> Problem description
Return every line of the data that contains the string "name".
==============================
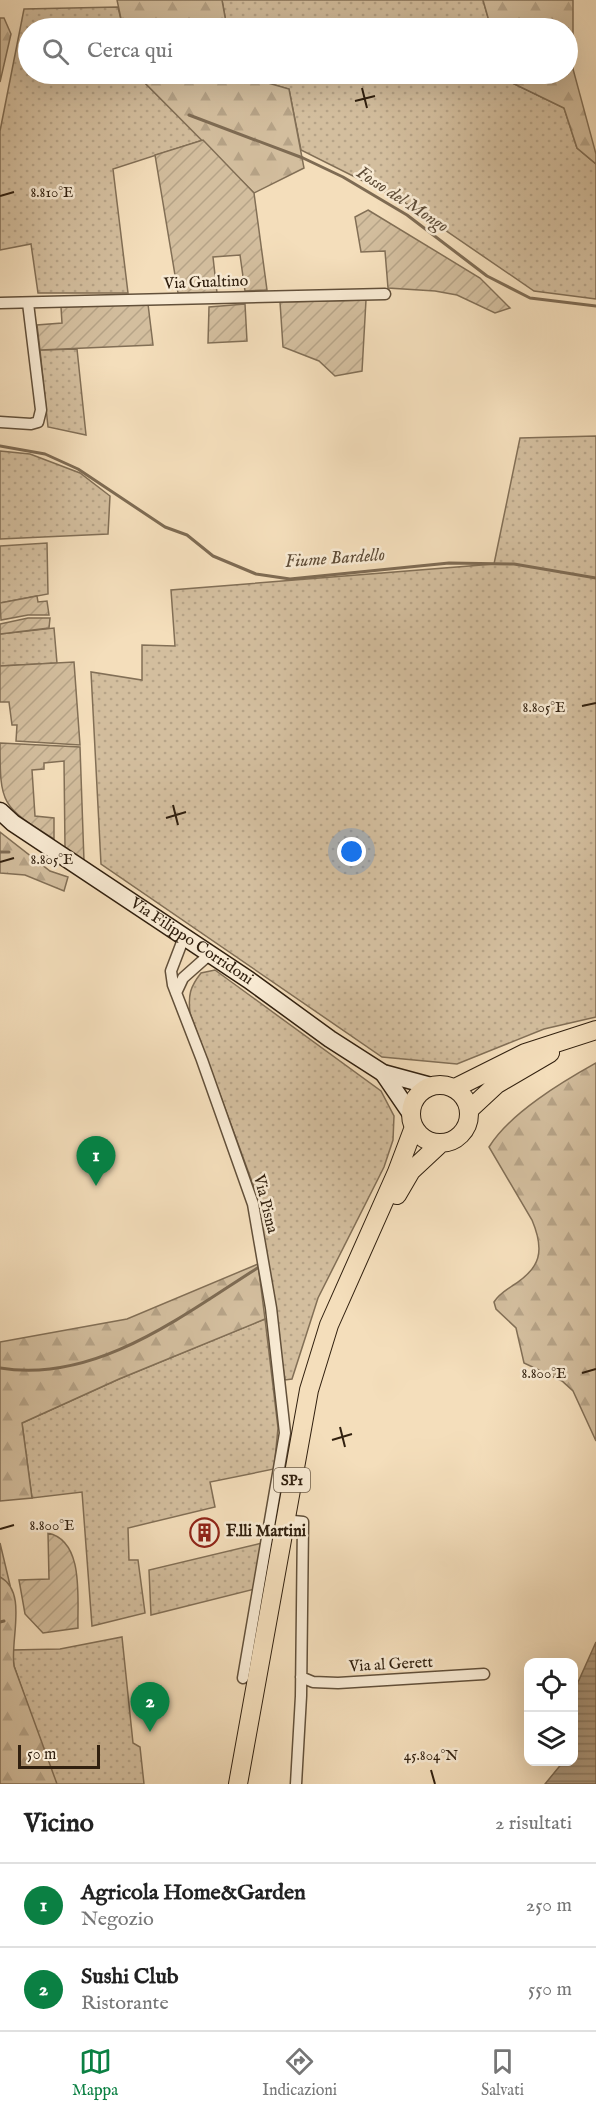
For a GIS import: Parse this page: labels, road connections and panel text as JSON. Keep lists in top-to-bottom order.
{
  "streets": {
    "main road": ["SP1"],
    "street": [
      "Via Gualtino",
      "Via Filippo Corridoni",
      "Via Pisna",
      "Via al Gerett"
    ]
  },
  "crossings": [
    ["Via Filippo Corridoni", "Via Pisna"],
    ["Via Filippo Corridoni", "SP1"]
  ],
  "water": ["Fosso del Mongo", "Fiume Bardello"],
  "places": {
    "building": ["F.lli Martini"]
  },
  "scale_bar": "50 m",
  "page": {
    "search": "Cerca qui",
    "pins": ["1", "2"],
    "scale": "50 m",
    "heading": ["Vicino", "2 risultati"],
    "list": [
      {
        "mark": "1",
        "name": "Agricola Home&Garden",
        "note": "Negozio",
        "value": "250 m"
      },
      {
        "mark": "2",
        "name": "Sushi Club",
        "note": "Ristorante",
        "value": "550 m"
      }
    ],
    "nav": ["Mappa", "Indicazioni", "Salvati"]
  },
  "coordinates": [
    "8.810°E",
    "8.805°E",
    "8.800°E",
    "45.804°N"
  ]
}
==============================
> Exercise output
        "name": "Agricola Home&Garden",
        "name": "Sushi Club",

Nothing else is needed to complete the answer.